O regresso

Olhando as últimas estrelas do céu enquanto caminhava, ele conseguia esquecer a fome que apertava seu estômago, a mesma que o fizera  amadurecer o raciocínio que o levara a regressar.
O começo, depois que recebera sua parte da herança, fora tão bom quanto fugaz, mas a certeza de que sua autossuficiência seria capaz de reverter o quadro de decadência impediu-o completamente de perceber a ruína iminente, mesmo diante da crise que se abatera sobre a região.  
Num primeiro momento, o contato com a lama misturada com os excrementos gerou uma ânsia instantânea, mas a convivência diária com aqueles animais foi, parodoxalmente, o fogo que purificou seu coração e sua mente, servindo de fonte de reflexão e aprendizado. Antes disso, o orgulho era uma barreira intransponível e pensar em voltar era algo que não cogitava.
Ao perceber que o cheiro fétido do lugar contrastava com o desejo louco de comer aquelas vagens atiradas aos porcos e que lhe eram negadas, ele aceitara o retorno como a melhor, senão a única opção restante. Todavia, a fome apenas apressou a compreensão inexorável: com sua família, o pouco era tudo e o mais não importava, nem mesmo a possibilidade de recusa da proposta que faria.
Naquele contexto passaram a fazer sentido as longas conversas em família, as advertências do pai quando era menino e fazia alguma coisa errada, a insistência do velho para que ele cumprisse sempre com suas obrigações, bem como as lições de humildade que sua mãe dava por meio de seu exemplo de vida. Até a incansável dedicação do irmão em seguir os passos do pai, levantando cedo para trabalhar e abrindo mão de incontáveis oportunidades de ir a festas no mais das vezes fúteis e desprovidas de razão, mostrava-se correta. 

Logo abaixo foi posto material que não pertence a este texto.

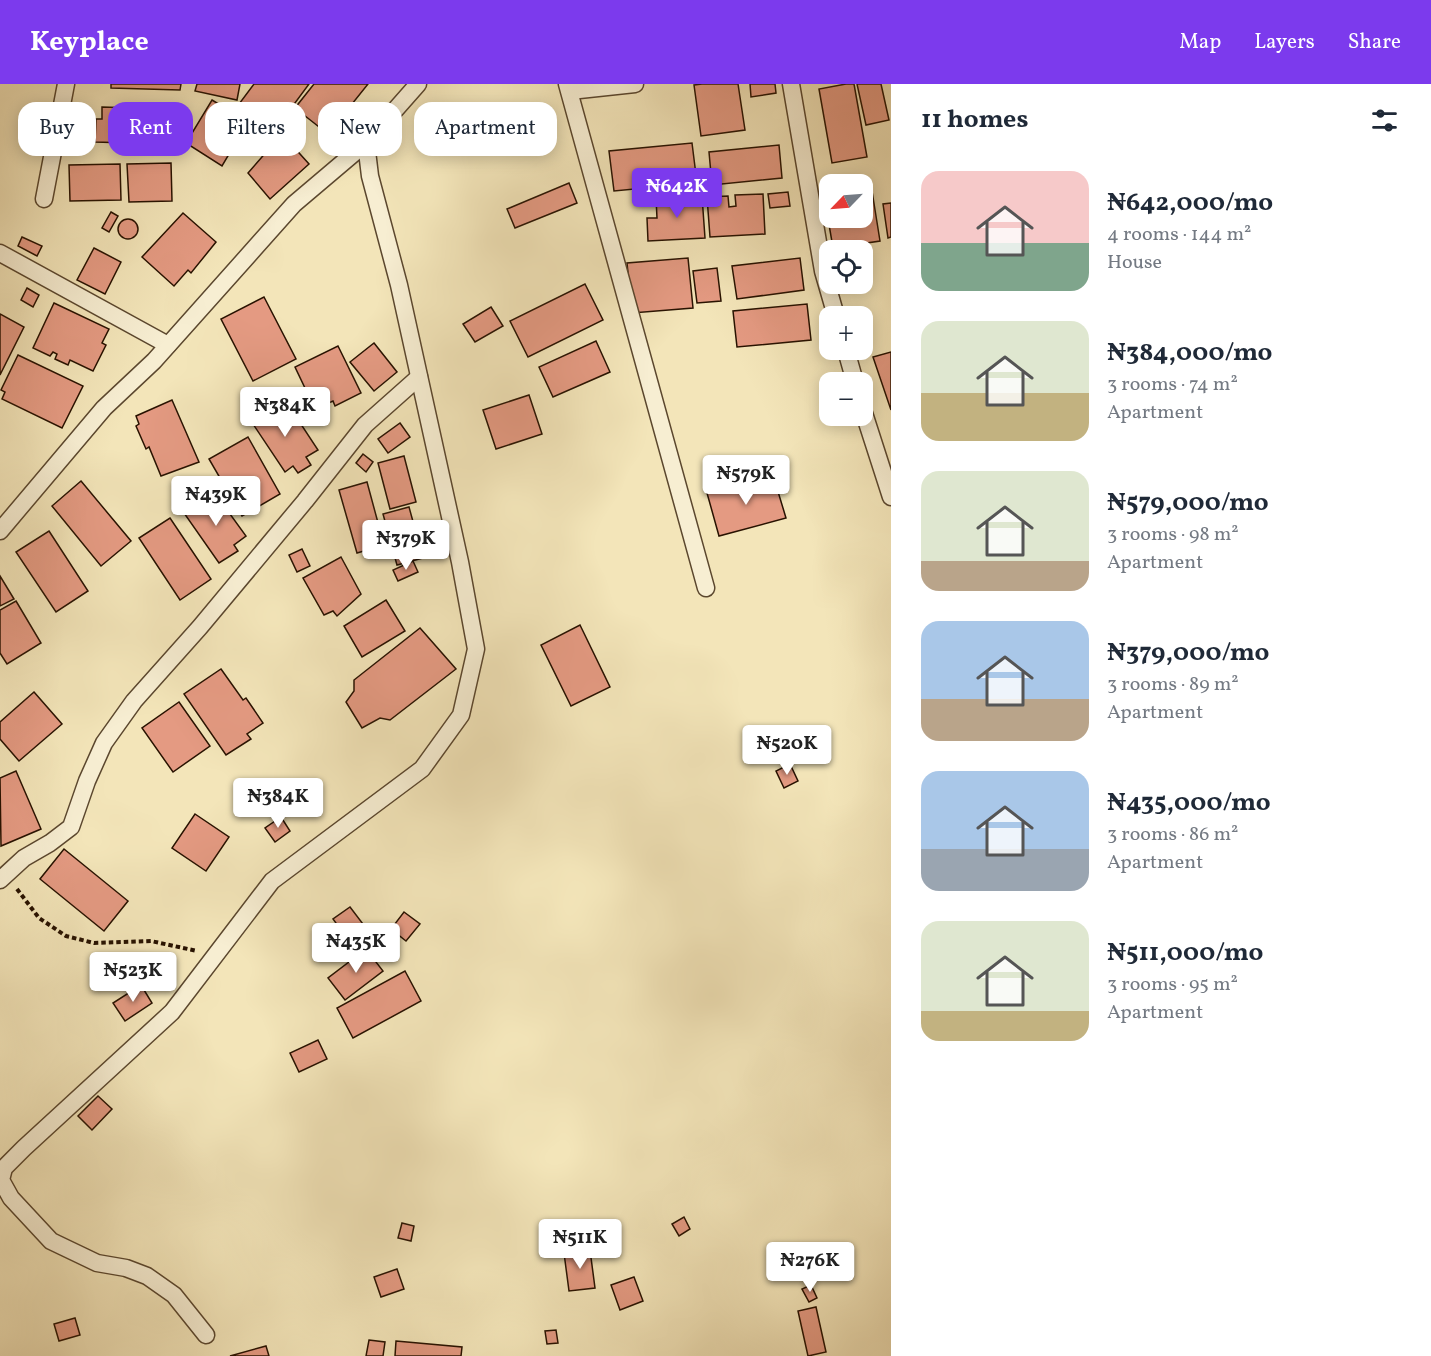 <!DOCTYPE html>
<meta charset="utf-8">
<style>
body{margin:0;font-family:Vollkorn,serif;background:#f2f2f3;color:#1f2937;height:100vh;display:flex;flex-direction:column;font-size:22px;white-space:nowrap}
*{box-sizing:border-box;margin:0}
p{font-size:20px;color:#747a83}
.icon{flex:none;width:33px;height:33px;fill:none;stroke:currentColor;stroke-width:2;stroke-linecap:round;stroke-linejoin:round}
.map{position:relative;flex:1;overflow:hidden}
.panel{display:flex;flex-direction:column;background:#fff;width:540px}
.panel>*{flex:none}
.guide{position:absolute;left:18px;top:18px;width:570px;height:54px;display:flex;gap:12px}
.needle{width:39px;rotate:245deg}
.buttons{position:absolute;left:819px;top:90px;display:grid;gap:12px}
.buttons a{display:grid;place-items:center;width:54px;height:54px;border-radius:12px;background:#fff;box-shadow:0 3px 15px #0003;font-size:30px}
.price{position:absolute;translate:-50% -51px;padding:0 14px;border-radius:6px;background:#fff;color:#222;font-size:20px;line-height:39px;filter:drop-shadow(0 2px 3px #0008)}
.price::after{content:'';position:absolute;left:50%;top:36px;width:18px;height:14px;margin-left:-9px;background:inherit;clip-path:polygon(0 0,100% 0,50% 100%)}
.price.selected{background:#7c3aed;color:#fff}
ul{padding:0;list-style:none}
li{display:flex;align-items:center;gap:18px;height:150px;padding:0 30px}
li span{display:grid;place-items:center;flex:none;width:168px;height:120px;border-radius:18px;color:#555}
li>.icon{margin-inline-start:auto}
span .icon{width:72px;height:72px;fill:#fffc;stroke-width:1}
li b{font-size:26px}
h2{display:flex;justify-content:space-between;align-items:center;height:72px;padding:0 30px;font-size:26px}
.chip{padding:0 21px;border-radius:18px;background:#fff;box-shadow:0 3px 15px #0003;font-size:21px;line-height:54px}
.chip.selected{background:#7c3aed;color:#fff}
header{display:flex;align-items:center;gap:36px;box-sizing:border-box;height:84px;padding:0 30px;background:#7c3aed;color:#fff}
header strong{font-size:28px}
nav{display:flex;gap:33px;margin-inline-start:auto;font-size:21px}
main{display:flex;flex:1;min-height:0}
.map>svg:first-child{display:block}
.building{fill:#e49a82;stroke:#281200;stroke-width:1.5}
.lines{fill:none;stroke-linecap:round;stroke-linejoin:round}
.street-casing{stroke:#5b472e;stroke-width:19}
.path{stroke:#281200;stroke-width:4;stroke-dasharray:4.5 3;stroke-linecap:butt}
.street{stroke:#f7eed2;stroke-width:16}
</style>
<header>
<strong>Keyplace</strong>
<nav><a>Map</a><a>Layers</a><a>Share</a></nav>
</header>
<main>
<div class="map">
<svg width="891" height="1272" viewBox="0 0 891 1272">
<rect width="100%" height="100%" fill="#f3e5b9"/>
<filter id="stains"><feTurbulence type="fractalNoise" baseFrequency=".00333" numOctaves="4"/><feColorMatrix values="0 0 0 0 .2 0 0 0 0 .09 0 0 0 0 .02 0 0 0 .5 -.17"/></filter>
<radialGradient id="worn" r=".72"><stop offset=".6" stop-color="#630" stop-opacity="0"/><stop offset="1" stop-color="#630" stop-opacity=".3"/></radialGradient>
<!-- building -->
<g class="building">
<path d="M111,0H181L180,6L111,4Z"/>
<path d="M197,0H240L237,16L195,7Z"/>
<path d="M254,0H309L275,46L239,20Z"/>
<path d="M314,0H368L328,50L295,24Z"/>
<path d="M702,0H738L745,46L701,52L694,1Z"/>
<path d="M750,0H775L776,9L751,13Z"/>
<path d="M846,0H854L867,73L832,79L819,5Z"/>
<path d="M857,0H881L889,36L866,41Z"/>
<path d="M212,16L248,38L240,53L245,56L237,68L232,65L222,82L186,59Z"/>
<path d="M102,23L164,25L163,60L95,58L96,35H102Z"/>
<path d="M282,50L309,80L270,115L248,89Z"/>
<path d="M692,59L697,99L614,107L609,67Z"/>
<path d="M779,61L782,94L712,101L709,68Z"/>
<path d="M171,79L172,117L129,118L127,80Z"/>
<path d="M120,80L121,116L70,117L69,81Z"/>
<path d="M569,99L577,119L515,144L507,125Z"/>
<path d="M872,107L880,157L833,164L825,117L830,116V134H862V109Z"/>
<path d="M788,108L790,122L770,124L768,110Z"/>
<path d="M763,110L765,150L710,153L707,113L728,112L729,123L736,122L735,111Z"/>
<path d="M702,112L705,154L648,157L647,134H657L656,114Z"/>
<path d="M891,119V153L888,154L883,120Z"/>
<path d="M111,128L118,132L109,148L102,144Z"/>
<path d="M183,129L216,158L191,189L188,186L174,202L142,173Z"/>
<circle cx="128" cy="145" r="10"/>
<path d="M22,153L42,162L37,172L18,162Z"/>
<path d="M94,164L121,178L105,210L77,196Z"/>
<path d="M688,174L693,224L632,229L627,179Z"/>
<path d="M800,174L804,206L737,215L732,182Z"/>
<path d="M717,184L721,217L697,219L693,187Z"/>
<path d="M585,200L603,236L528,273L510,237Z"/>
<path d="M27,204L39,211L33,223L21,216Z"/>
<path d="M264,213L296,275L253,297L221,235Z"/>
<path d="M54,219L109,245L102,259L106,261L93,287L70,276L68,281L55,275L57,270L53,268L50,272L33,264Z"/>
<path d="M807,220L811,256L737,263L733,227Z"/>
<path d="M491,223L503,242L475,258L463,240Z"/>
<path d="M0,230L24,243L0,291Z"/>
<path d="M596,257L610,288L553,313L539,283Z"/>
<path d="M374,259L397,288L374,307L350,278Z"/>
<path d="M338,262L361,309L335,322L333,317L315,325L295,283Z"/>
<path d="M891,268V326L873,273Z"/>
<path d="M18,271L83,302L62,344L2,315L5,308L1,306Z"/>
<path d="M529,311L542,350L496,365L483,326Z"/>
<path d="M172,316L199,378L161,392L149,363L146,365L136,342L139,340L136,332Z"/>
<path d="M280,317L289,331L293,328L318,366L306,373L311,381L298,389L293,382L285,388L251,337Z"/>
<path d="M400,339L410,353L388,369L378,355Z"/>
<path d="M248,353L280,410L242,432L209,375Z"/>
<path d="M363,370L373,378L366,388L356,379Z"/>
<path d="M404,372L416,418L390,425L378,379Z"/>
<path d="M773,391L786,434L719,452L707,409Z"/>
<path d="M81,397L131,457L101,482L52,422Z"/>
<path d="M367,398L384,461L357,469L339,406Z"/>
<path d="M214,408L246,452L234,461L238,467L219,479L184,429Z"/>
<path d="M409,423L423,474L397,481L383,430Z"/>
<path d="M170,434L211,495L180,516L139,454Z"/>
<path d="M49,447L88,507L56,528L16,468Z"/>
<path d="M302,465L310,482L297,488L289,471Z"/>
<path d="M341,473L361,510L337,532L333,527L324,531L303,494Z"/>
<path d="M413,477L418,488L398,497L393,486Z"/>
<path d="M0,492L14,515L0,522Z"/>
<path d="M386,516L405,547L362,573L344,542Z"/>
<path d="M16,517L41,559L7,580L0,569V526Z"/>
<path d="M580,541L610,603L571,622L541,561Z"/>
<path d="M420,544L456,585L390,636L380,634L362,644L346,618L354,607V596Z"/>
<path d="M221,585L243,616L246,614L263,639L247,650L251,655L226,671L184,610Z"/>
<path d="M34,608L62,640L19,677L0,655V638Z"/>
<path d="M179,618L210,662L173,688L142,644Z"/>
<path d="M790,680L798,697L784,704L776,687Z"/>
<path d="M16,687L41,745L1,762L0,694Z"/>
<path d="M195,730L229,753L206,787L172,764Z"/>
<path d="M281,733L290,747L275,758L265,744Z"/>
<path d="M64,765L128,817L104,847L40,795Z"/>
<path d="M350,823L363,840L346,853L333,835Z"/>
<path d="M404,828L420,840L406,857L391,845Z"/>
<path d="M366,865L383,887L345,916L328,894Z"/>
<path d="M405,887L421,917L353,954L337,924Z"/>
<path d="M141,901L152,919L125,937L113,919Z"/>
<path d="M318,956L327,975L299,988L290,969Z"/>
<path d="M98,1012L112,1025L92,1046L78,1032Z"/>
<path d="M684,1133L690,1145L679,1152L672,1140Z"/>
<path d="M402,1139L414,1142L411,1157L398,1154Z"/>
<path d="M590,1166L595,1204L569,1207L564,1169Z"/>
<path d="M397,1185L404,1205L381,1213L374,1193Z"/>
<path d="M634,1193L643,1217L620,1226L611,1201Z"/>
<path d="M811,1201L817,1214L809,1218L802,1205Z"/>
<path d="M816,1223L826,1268L808,1272L798,1227Z"/>
<path d="M75,1234L80,1251L59,1257L54,1240Z"/>
<path d="M556,1246L558,1259L547,1260L545,1247Z"/>
<path d="M369,1256L385,1258L383,1272H366Z"/>
<path d="M396,1257L462,1263L461,1272H395Z"/>
<path d="M266,1262L269,1272H230Z"/>
</g>
<g class="lines">
<defs>
<g id="street">
<path d="M567,0L706,504"/>
<path d="M791,0L823,187L836,232"/>
<path d="M570,7L635,0"/>
<path d="M44,115L66,0"/>
<path d="M0,169L168,261"/>
<path d="M846,266L855,298"/>
<path d="M862,323L891,413"/>
<path d="M0,447L104,324L154,277L294,120L366,59L418,0"/>
<path d="M0,796L24,774L50,759L71,743L87,697L104,659L134,617L200,543L305,417L365,341L419,293"/>
<path d="M206,1251L174,1211L147,1192L126,1184L97,1179L51,1157L11,1114L1,1096L4,1084L24,1064L172,928L272,797L422,685L461,631L476,565L460,478L399,201L370,92L366,59"/>
</g>
</defs>
<!-- street casing -->
<use href="#street" class="street-casing"/>
<!-- path -->
<path class="path" d="M17,805L39,834L66,852L94,859L151,857L197,867"/>
<!-- street -->
<use href="#street" class="street"/>
</g>
<rect width="100%" height="100%" filter="url(#stains)"/>
<rect width="100%" height="100%" fill="url(#worn)"/>
</svg>
<div class="buttons">
<a><svg class="needle" viewBox="-14 -14 28 28"><path d="M0-13l5 13h-10z" fill="#e53935"/><path d="M0 13l5-13h-10z" fill="#747a83"/></svg></a>
<a><svg class="icon" aria-label="locate" viewBox="0 0 24 24"><circle cx="12" cy="12" r="6"/><path d="M12 2v4M12 18v4M2 12h4M18 12h4"/></svg></a>
<a>+</a>
<a>−</a>
</div>
<b class="price selected" style="left:677px;top:135px">₦642K</b>
<b class="price" style="left:285px;top:354px">₦384K</b>
<b class="price" style="left:746px;top:422px">₦579K</b>
<b class="price" style="left:216px;top:443px">₦439K</b>
<b class="price" style="left:406px;top:487px">₦379K</b>
<b class="price" style="left:787px;top:692px">₦520K</b>
<b class="price" style="left:278px;top:745px">₦384K</b>
<b class="price" style="left:356px;top:890px">₦435K</b>
<b class="price" style="left:133px;top:919px">₦523K</b>
<b class="price" style="left:580px;top:1186px">₦511K</b>
<b class="price" style="left:810px;top:1209px">₦276K</b>
<div class="guide">
<a class="chip">Buy</a>
<a class="chip selected">Rent</a>
<a class="chip">Filters</a>
<a class="chip">New</a>
<a class="chip">Apartment</a>
</div>
</div>
<section class="panel">
<h2>11 homes<svg class="icon" aria-label="filters" viewBox="0 0 24 24"><path d="M4 7h16M4 17h16"/><circle cx="9" cy="7" r="2"/><circle cx="15" cy="17" r="2"/></svg></h2>
<ul>
<li><span style="background:linear-gradient(#f6c9c9 60%,#7fa58c 0)"><svg class="icon" aria-label="home" viewBox="0 0 24 24"><path d="M3 11l9-7 9 7M6 9v11h12V9"/></svg></span><div><b>₦642,000/mo</b><p>4 rooms · 144 m²</p><p>House</p></div></li>
<li><span style="background:linear-gradient(#dfe7d0 60%,#c2b280 0)"><svg class="icon" aria-label="home" viewBox="0 0 24 24"><path d="M3 11l9-7 9 7M6 9v11h12V9"/></svg></span><div><b>₦384,000/mo</b><p>3 rooms · 74 m²</p><p>Apartment</p></div></li>
<li><span style="background:linear-gradient(#dfe7d0 75%,#b9a48a 0)"><svg class="icon" aria-label="home" viewBox="0 0 24 24"><path d="M3 11l9-7 9 7M6 9v11h12V9"/></svg></span><div><b>₦579,000/mo</b><p>3 rooms · 98 m²</p><p>Apartment</p></div></li>
<li><span style="background:linear-gradient(#a9c7e8 65%,#b9a48a 0)"><svg class="icon" aria-label="home" viewBox="0 0 24 24"><path d="M3 11l9-7 9 7M6 9v11h12V9"/></svg></span><div><b>₦379,000/mo</b><p>3 rooms · 89 m²</p><p>Apartment</p></div></li>
<li><span style="background:linear-gradient(#a9c7e8 65%,#9aa5b1 0)"><svg class="icon" aria-label="home" viewBox="0 0 24 24"><path d="M3 11l9-7 9 7M6 9v11h12V9"/></svg></span><div><b>₦435,000/mo</b><p>3 rooms · 86 m²</p><p>Apartment</p></div></li>
<li><span style="background:linear-gradient(#dfe7d0 75%,#c2b280 0)"><svg class="icon" aria-label="home" viewBox="0 0 24 24"><path d="M3 11l9-7 9 7M6 9v11h12V9"/></svg></span><div><b>₦511,000/mo</b><p>3 rooms · 95 m²</p><p>Apartment</p></div></li>
</ul>
</section>
</main>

Além de tudo isso, como que um laço a finalizar um pacote, a saudade que sentia de todos eles apertava seu peito com tanta força que fazia lágrimas escorrerem.
Uma única pergunta ainda ecoava em sua mente: porque havia demorado tanto tempo para perceber que a bondade dos seus era o que valia a pena realmente, e não a riqueza consumível?
Ele ainda caminhava, quando a luz do sol acabava de invadir a terra e a corrida de seu pai na sua direção permitia a conclusão aliviadora: o perdão seria dado e, ao menos como empregado, ele seria aceito de volta, apesar de tudo.

(Inspirado em S. Lucas 15 e dedicado a todos que tiveram a oportunidade de pedir ou de conceder o perdão.)